Within that context, Western Digital evolved from a predominantly hard disk drive manufacturer into a more diversified storage solutions company. A major milestone was the 2016 acquisition of SanDisk, which positioned WDC as a significant player in NAND flash memory and solid-state drives. This diversification helped Western Digital participate in the shift from spinning disks to solid-state storage, albeit with added exposure to the pronounced pricing cycles of the memory market.

At the same time, the industry remained structurally competitive and cyclical. Periods of oversupply in both hard drives and NAND, rapid price declines, and fluctuations in enterprise and consumer demand all contributed to volatility in Western Digital’s earnings and share price. The strong 20-year result therefore reflects not only favorable long-term trends, but also an investor’s willingness to remain invested through multiple industry cycles.
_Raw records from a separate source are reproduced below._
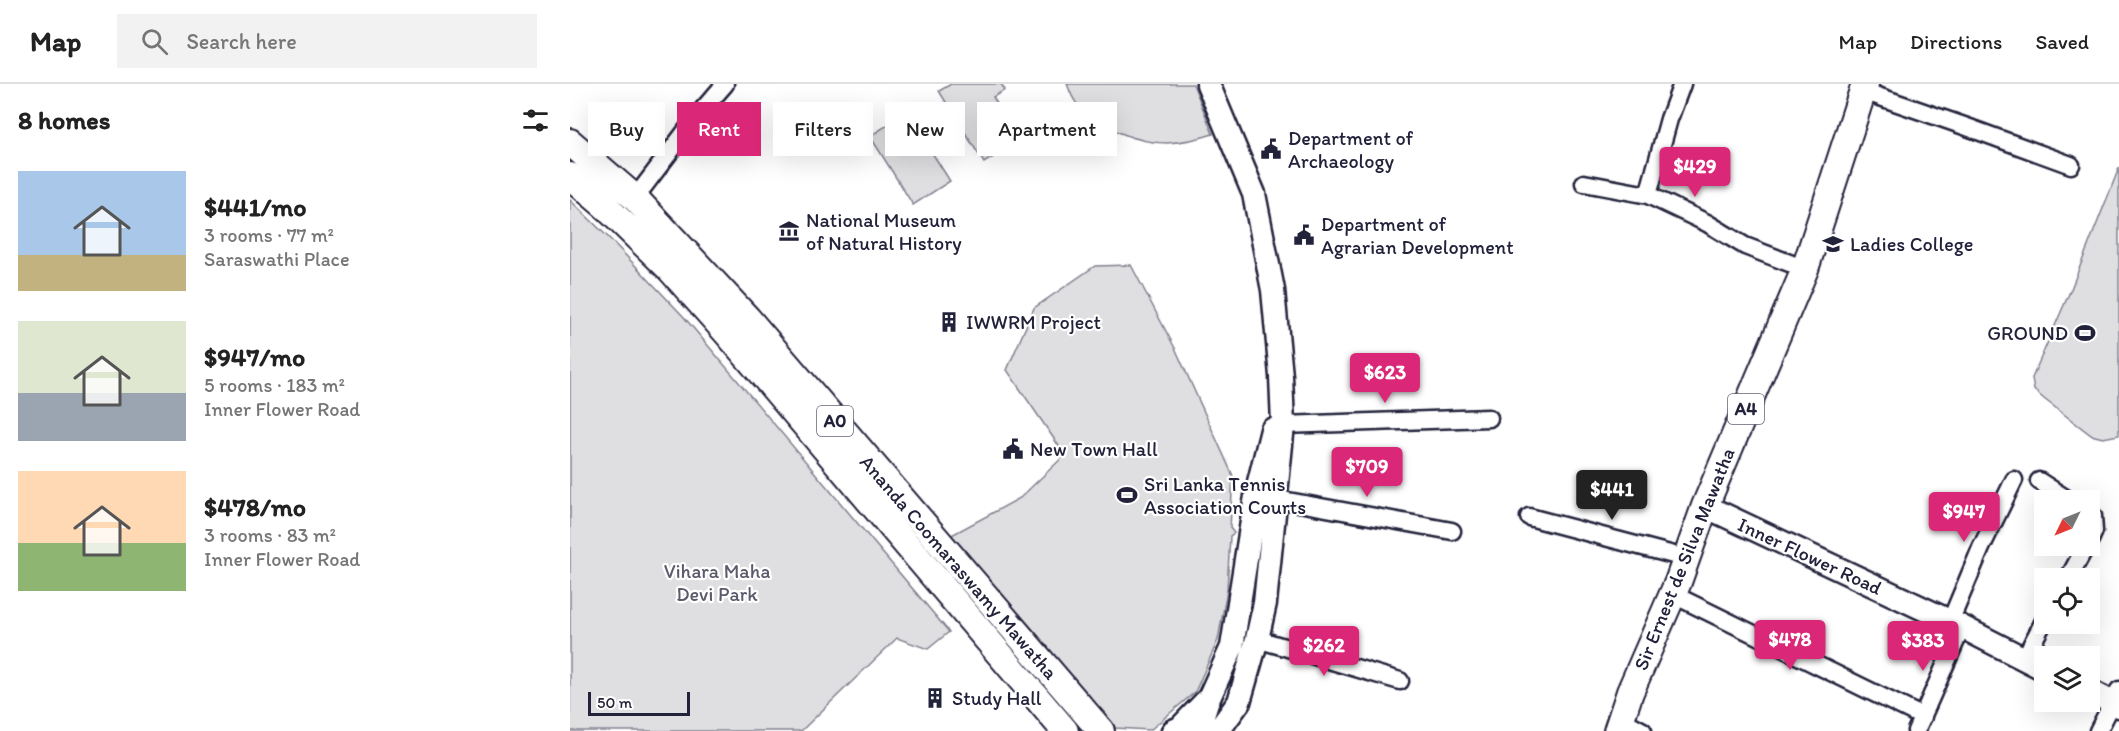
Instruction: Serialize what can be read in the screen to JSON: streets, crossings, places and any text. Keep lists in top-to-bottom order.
{
  "streets": {
    "highway": [
      "A4",
      "A0",
      "Sir Ernest de Silva Mawatha",
      "Ananda Coomaraswamy Mawatha"
    ],
    "main road": ["Inner Flower Road"]
  },
  "crossings": [
    ["Inner Flower Road", "Sir Ernest de Silva Mawatha"]
  ],
  "parks": ["Vihara Maha Devi Park"],
  "places": {
    "public building": ["Department of Archaeology", "Department of Agrarian Development", "New Town Hall"],
    "museum": ["National Museum of Natural History"],
    "school or university": ["Ladies College"],
    "building": ["IWWRM Project", "Study Hall"],
    "sports": ["GROUND", "Sri Lanka Tennis Association Courts"]
  },
  "scale_bar": "50 m",
  "north": "bottom left",
  "page": {
    "header": "Map",
    "search": "Search here",
    "nav": ["Map", "Directions", "Saved"],
    "heading": "8 homes",
    "chip": [
      "Buy",
      "Rent",
      "Filters",
      "New",
      "Apartment"
    ],
    "price": [
      "$429",
      "$623",
      "$709",
      "$441",
      "$947",
      "$478",
      "$383",
      "$262"
    ],
    "list": [
      {
        "name": "$441/mo",
        "note": "3 rooms · 77 m² · Saraswathi Place"
      },
      {
        "name": "$947/mo",
        "note": "5 rooms · 183 m² · Inner Flower Road"
      },
      {
        "name": "$478/mo",
        "note": "3 rooms · 83 m² · Inner Flower Road"
      }
    ],
    "scale": "50 m"
  }
}
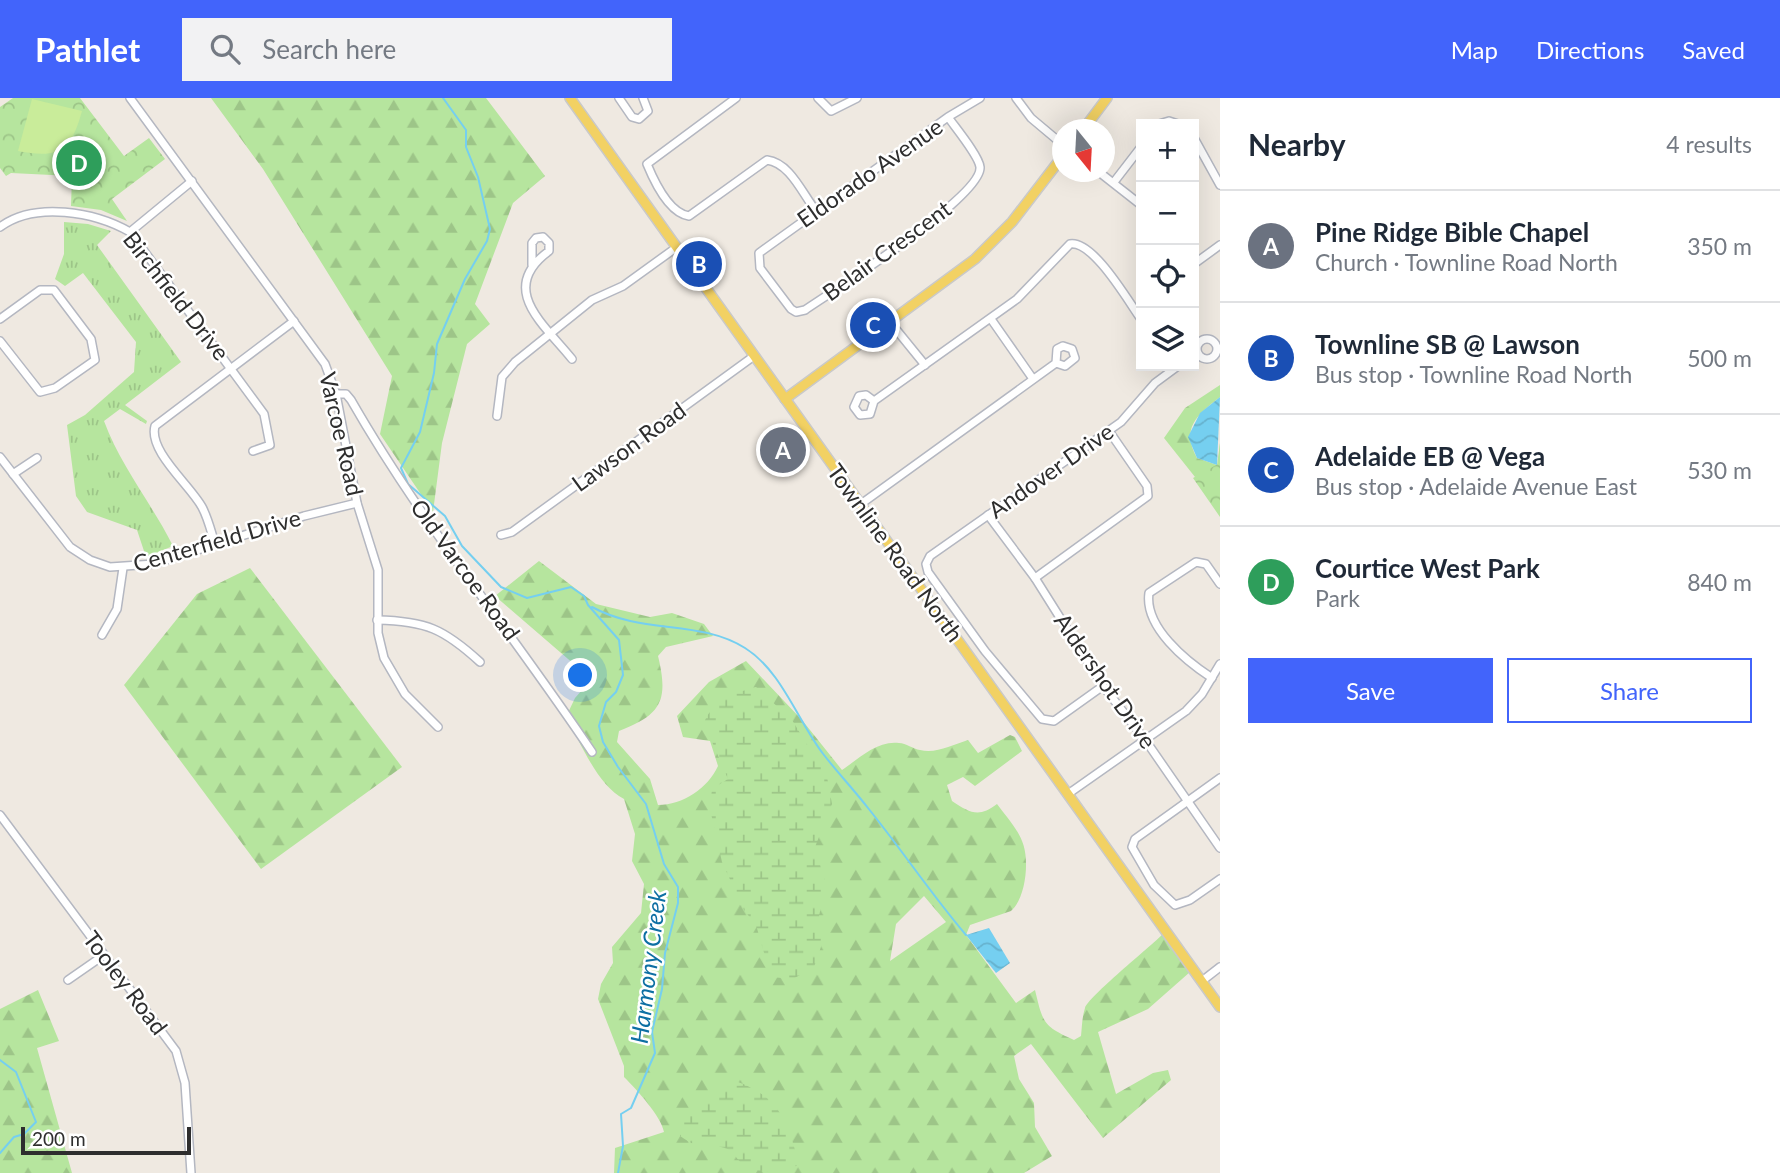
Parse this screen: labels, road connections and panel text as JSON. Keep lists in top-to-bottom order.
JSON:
{
  "streets": {
    "main road": ["Townline Road North"],
    "street": [
      "Eldorado Avenue",
      "Belair Crescent",
      "Birchfield Drive",
      "Varcoe Road",
      "Lawson Road",
      "Andover Drive",
      "Centerfield Drive",
      "Old Varcoe Road",
      "Aldershot Drive",
      "Tooley Road"
    ]
  },
  "crossings": [
    ["Eldorado Avenue", "Belair Crescent"],
    ["Varcoe Road", "Centerfield Drive"],
    ["Varcoe Road", "Old Varcoe Road"],
    ["Lawson Road", "Townline Road North"],
    ["Andover Drive", "Aldershot Drive"]
  ],
  "water": ["Harmony Creek"],
  "scale_bar": "200 m",
  "north": "bottom",
  "page": {
    "header": "Pathlet",
    "search": "Search here",
    "nav": ["Map", "Directions", "Saved"],
    "heading": ["Nearby", "4 results"],
    "map_buttons": ["+", "−"],
    "pins": [
      "D",
      "B",
      "C",
      "A"
    ],
    "list": [
      {
        "mark": "A",
        "name": "Pine Ridge Bible Chapel",
        "note": "Church · Townline Road North",
        "value": "350 m"
      },
      {
        "mark": "B",
        "name": "Townline SB @ Lawson",
        "note": "Bus stop · Townline Road North",
        "value": "500 m"
      },
      {
        "mark": "C",
        "name": "Adelaide EB @ Vega",
        "note": "Bus stop · Adelaide Avenue East",
        "value": "530 m"
      },
      {
        "mark": "D",
        "name": "Courtice West Park",
        "note": "Park",
        "value": "840 m"
      }
    ],
    "buttons": ["Save", "Share"],
    "scale": "200 m"
  }
}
Lessons For Long-Term Investors

The Western Digital case study highlights several broader lessons for long-horizon equity investors:

  • Compounding is powerful, but requires time and patience. A 17.41% annualized return produced a more than 20-fold gain over twenty years. That outcome depended on staying invested consistently, rather than trying to time market entries and exits.
  • Dividend reinvestment can materially enhance total return. Even when the dividend yield is modest, reinvesting payouts into additional shares increases exposure to the company’s future growth and any subsequent dividend increases.
  • Volatility is not the same as risk for long-term owners. Western Digital experienced significant price swings and drawdowns at various points in the 2006‑2026 period. Investors who equated volatility with permanent loss of capital may have exited prematurely and missed much of the subsequent compounding.
  • Industry structure and competitive dynamics matter. Storage is a cyclical business, sensitive to capital spending cycles, technological shifts, and supply-demand imbalances. Long-term shareholders benefit from understanding these dynamics and assessing whether management’s capital allocation decisions are aligned with long-run value creation.

Of course, strong historical returns do not guarantee similar outcomes in the future. Prospective investors must consider today’s valuation, Western Digital’s competitive position in both hard drive and flash markets, its balance sheet and capital allocation priorities, as well as broader technology and macroeconomic conditions. The next twenty years may look very different from the last twenty.

Nonetheless, the 2006‑2026 performance of Western Digital illustrates what a disciplined, patient approach to equity investing can achieve when combined with a business that participates in powerful secular trends.

More investment wisdom to ponder:
“You’ve got to be careful if you don’t know where you’re going, ’cause you might not get there.” — Yogi Berra

As with any single-stock case study, Western Digital’s experience is best viewed as one example among many. For most investors, diversification across sectors and business models, combined with a commitment to long-term ownership, will be more important than identifying any one standout winner in advance.

For those evaluating dividend strategies in particular, the interplay of business quality, payout policy, and reinvestment discipline remains central. Historical case studies such as this one can provide useful context, but they should be complemented with forward-looking analysis and an understanding of one’s own risk tolerance and time horizon.